**TRY IT**
The records below are to be retyped in full. Keep every word.

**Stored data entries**
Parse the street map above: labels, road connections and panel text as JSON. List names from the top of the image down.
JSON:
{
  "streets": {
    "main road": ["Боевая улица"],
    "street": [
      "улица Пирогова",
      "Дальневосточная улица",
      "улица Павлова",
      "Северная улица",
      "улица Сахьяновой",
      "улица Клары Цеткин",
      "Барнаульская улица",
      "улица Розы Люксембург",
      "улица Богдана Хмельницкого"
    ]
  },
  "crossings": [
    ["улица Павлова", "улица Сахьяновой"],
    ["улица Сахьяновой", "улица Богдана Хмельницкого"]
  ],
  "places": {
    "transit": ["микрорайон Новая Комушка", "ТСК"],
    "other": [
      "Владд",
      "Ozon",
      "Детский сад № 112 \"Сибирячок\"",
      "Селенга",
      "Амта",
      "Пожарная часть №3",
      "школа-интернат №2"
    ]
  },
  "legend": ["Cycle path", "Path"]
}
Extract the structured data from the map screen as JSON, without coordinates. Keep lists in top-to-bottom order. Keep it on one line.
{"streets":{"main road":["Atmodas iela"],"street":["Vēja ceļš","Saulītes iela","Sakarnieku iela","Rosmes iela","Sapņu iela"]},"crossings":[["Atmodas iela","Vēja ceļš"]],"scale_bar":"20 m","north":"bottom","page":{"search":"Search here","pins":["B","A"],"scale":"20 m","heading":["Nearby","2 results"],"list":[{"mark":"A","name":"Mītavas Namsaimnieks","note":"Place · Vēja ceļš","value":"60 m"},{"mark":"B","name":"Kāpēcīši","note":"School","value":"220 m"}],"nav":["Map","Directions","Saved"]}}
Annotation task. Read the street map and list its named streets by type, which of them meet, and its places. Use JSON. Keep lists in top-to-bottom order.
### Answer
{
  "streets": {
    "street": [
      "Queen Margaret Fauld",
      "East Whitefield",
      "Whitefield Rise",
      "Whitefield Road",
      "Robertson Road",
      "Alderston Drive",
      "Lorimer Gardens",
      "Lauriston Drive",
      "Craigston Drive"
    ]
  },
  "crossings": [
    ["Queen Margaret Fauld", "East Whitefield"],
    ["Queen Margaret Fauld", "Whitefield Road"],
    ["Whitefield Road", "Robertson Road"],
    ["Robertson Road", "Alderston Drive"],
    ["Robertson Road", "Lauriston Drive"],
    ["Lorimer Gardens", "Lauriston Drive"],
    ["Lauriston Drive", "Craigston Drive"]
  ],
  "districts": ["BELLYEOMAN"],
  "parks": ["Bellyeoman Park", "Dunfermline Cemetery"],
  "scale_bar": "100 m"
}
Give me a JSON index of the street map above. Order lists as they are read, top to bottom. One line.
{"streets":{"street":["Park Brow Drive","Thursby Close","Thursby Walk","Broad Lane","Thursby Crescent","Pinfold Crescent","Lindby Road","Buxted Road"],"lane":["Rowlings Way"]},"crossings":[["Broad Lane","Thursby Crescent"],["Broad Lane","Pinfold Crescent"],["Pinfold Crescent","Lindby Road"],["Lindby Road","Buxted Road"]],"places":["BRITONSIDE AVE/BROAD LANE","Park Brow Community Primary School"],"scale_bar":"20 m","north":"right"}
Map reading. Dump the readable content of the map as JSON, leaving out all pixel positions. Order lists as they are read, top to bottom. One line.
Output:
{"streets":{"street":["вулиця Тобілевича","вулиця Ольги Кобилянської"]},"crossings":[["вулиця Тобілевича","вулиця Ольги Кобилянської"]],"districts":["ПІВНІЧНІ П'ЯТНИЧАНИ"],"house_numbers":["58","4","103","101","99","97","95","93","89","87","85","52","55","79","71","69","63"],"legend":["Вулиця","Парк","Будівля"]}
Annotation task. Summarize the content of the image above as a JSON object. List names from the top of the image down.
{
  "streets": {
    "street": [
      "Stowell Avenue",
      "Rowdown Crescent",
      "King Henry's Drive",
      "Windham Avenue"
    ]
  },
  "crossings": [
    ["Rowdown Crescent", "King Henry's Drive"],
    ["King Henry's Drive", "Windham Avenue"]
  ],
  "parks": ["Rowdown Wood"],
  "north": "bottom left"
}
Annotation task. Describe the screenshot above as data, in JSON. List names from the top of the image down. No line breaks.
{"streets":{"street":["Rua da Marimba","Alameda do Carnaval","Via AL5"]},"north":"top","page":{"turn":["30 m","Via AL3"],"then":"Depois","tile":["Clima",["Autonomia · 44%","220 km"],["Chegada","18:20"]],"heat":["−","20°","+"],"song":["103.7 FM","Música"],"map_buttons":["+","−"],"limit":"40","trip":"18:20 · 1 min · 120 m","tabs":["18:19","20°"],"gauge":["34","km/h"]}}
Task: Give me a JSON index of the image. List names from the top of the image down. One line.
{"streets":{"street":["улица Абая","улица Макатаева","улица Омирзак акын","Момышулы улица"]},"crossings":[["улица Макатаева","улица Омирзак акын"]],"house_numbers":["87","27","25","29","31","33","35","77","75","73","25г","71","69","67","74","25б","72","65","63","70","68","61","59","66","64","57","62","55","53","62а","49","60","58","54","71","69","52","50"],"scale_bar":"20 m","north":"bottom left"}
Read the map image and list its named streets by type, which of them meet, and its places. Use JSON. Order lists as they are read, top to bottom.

**EXERCISE RESPONSE**
Parse the street map above: labels, road connections and panel text as JSON. List names from the top of the image down.
JSON:
{
  "streets": {
    "main road": ["Боевая улица"],
    "street": [
      "улица Пирогова",
      "Дальневосточная улица",
      "улица Павлова",
      "Северная улица",
      "улица Сахьяновой",
      "улица Клары Цеткин",
      "Барнаульская улица",
      "улица Розы Люксембург",
      "улица Богдана Хмельницкого"
    ]
  },
  "crossings": [
    ["улица Павлова", "улица Сахьяновой"],
    ["улица Сахьяновой", "улица Богдана Хмельницкого"]
  ],
  "places": {
    "transit": ["микрорайон Новая Комушка", "ТСК"],
    "other": [
      "Владд",
      "Ozon",
      "Детский сад № 112 \"Сибирячок\"",
      "Селенга",
      "Амта",
      "Пожарная часть №3",
      "школа-интернат №2"
    ]
  },
  "legend": ["Cycle path", "Path"]
}
Extract the structured data from the map screen as JSON, without coordinates. Keep lists in top-to-bottom order. Keep it on one line.
{"streets":{"main road":["Atmodas iela"],"street":["Vēja ceļš","Saulītes iela","Sakarnieku iela","Rosmes iela","Sapņu iela"]},"crossings":[["Atmodas iela","Vēja ceļš"]],"scale_bar":"20 m","north":"bottom","page":{"search":"Search here","pins":["B","A"],"scale":"20 m","heading":["Nearby","2 results"],"list":[{"mark":"A","name":"Mītavas Namsaimnieks","note":"Place · Vēja ceļš","value":"60 m"},{"mark":"B","name":"Kāpēcīši","note":"School","value":"220 m"}],"nav":["Map","Directions","Saved"]}}
Annotation task. Read the street map and list its named streets by type, which of them meet, and its places. Use JSON. Keep lists in top-to-bottom order.
### Answer
{
  "streets": {
    "street": [
      "Queen Margaret Fauld",
      "East Whitefield",
      "Whitefield Rise",
      "Whitefield Road",
      "Robertson Road",
      "Alderston Drive",
      "Lorimer Gardens",
      "Lauriston Drive",
      "Craigston Drive"
    ]
  },
  "crossings": [
    ["Queen Margaret Fauld", "East Whitefield"],
    ["Queen Margaret Fauld", "Whitefield Road"],
    ["Whitefield Road", "Robertson Road"],
    ["Robertson Road", "Alderston Drive"],
    ["Robertson Road", "Lauriston Drive"],
    ["Lorimer Gardens", "Lauriston Drive"],
    ["Lauriston Drive", "Craigston Drive"]
  ],
  "districts": ["BELLYEOMAN"],
  "parks": ["Bellyeoman Park", "Dunfermline Cemetery"],
  "scale_bar": "100 m"
}
Give me a JSON index of the street map above. Order lists as they are read, top to bottom. One line.
{"streets":{"street":["Park Brow Drive","Thursby Close","Thursby Walk","Broad Lane","Thursby Crescent","Pinfold Crescent","Lindby Road","Buxted Road"],"lane":["Rowlings Way"]},"crossings":[["Broad Lane","Thursby Crescent"],["Broad Lane","Pinfold Crescent"],["Pinfold Crescent","Lindby Road"],["Lindby Road","Buxted Road"]],"places":["BRITONSIDE AVE/BROAD LANE","Park Brow Community Primary School"],"scale_bar":"20 m","north":"right"}
Map reading. Dump the readable content of the map as JSON, leaving out all pixel positions. Order lists as they are read, top to bottom. One line.
Output:
{"streets":{"street":["вулиця Тобілевича","вулиця Ольги Кобилянської"]},"crossings":[["вулиця Тобілевича","вулиця Ольги Кобилянської"]],"districts":["ПІВНІЧНІ П'ЯТНИЧАНИ"],"house_numbers":["58","4","103","101","99","97","95","93","89","87","85","52","55","79","71","69","63"],"legend":["Вулиця","Парк","Будівля"]}
Annotation task. Summarize the content of the image above as a JSON object. List names from the top of the image down.
{
  "streets": {
    "street": [
      "Stowell Avenue",
      "Rowdown Crescent",
      "King Henry's Drive",
      "Windham Avenue"
    ]
  },
  "crossings": [
    ["Rowdown Crescent", "King Henry's Drive"],
    ["King Henry's Drive", "Windham Avenue"]
  ],
  "parks": ["Rowdown Wood"],
  "north": "bottom left"
}
Annotation task. Describe the screenshot above as data, in JSON. List names from the top of the image down. No line breaks.
{"streets":{"street":["Rua da Marimba","Alameda do Carnaval","Via AL5"]},"north":"top","page":{"turn":["30 m","Via AL3"],"then":"Depois","tile":["Clima",["Autonomia · 44%","220 km"],["Chegada","18:20"]],"heat":["−","20°","+"],"song":["103.7 FM","Música"],"map_buttons":["+","−"],"limit":"40","trip":"18:20 · 1 min · 120 m","tabs":["18:19","20°"],"gauge":["34","km/h"]}}
Task: Give me a JSON index of the image. List names from the top of the image down. One line.
{"streets":{"street":["улица Абая","улица Макатаева","улица Омирзак акын","Момышулы улица"]},"crossings":[["улица Макатаева","улица Омирзак акын"]],"house_numbers":["87","27","25","29","31","33","35","77","75","73","25г","71","69","67","74","25б","72","65","63","70","68","61","59","66","64","57","62","55","53","62а","49","60","58","54","71","69","52","50"],"scale_bar":"20 m","north":"bottom left"}
Read the map image and list its named streets by type, which of them meet, and its places. Use JSON. Order lists as they are read, top to bottom.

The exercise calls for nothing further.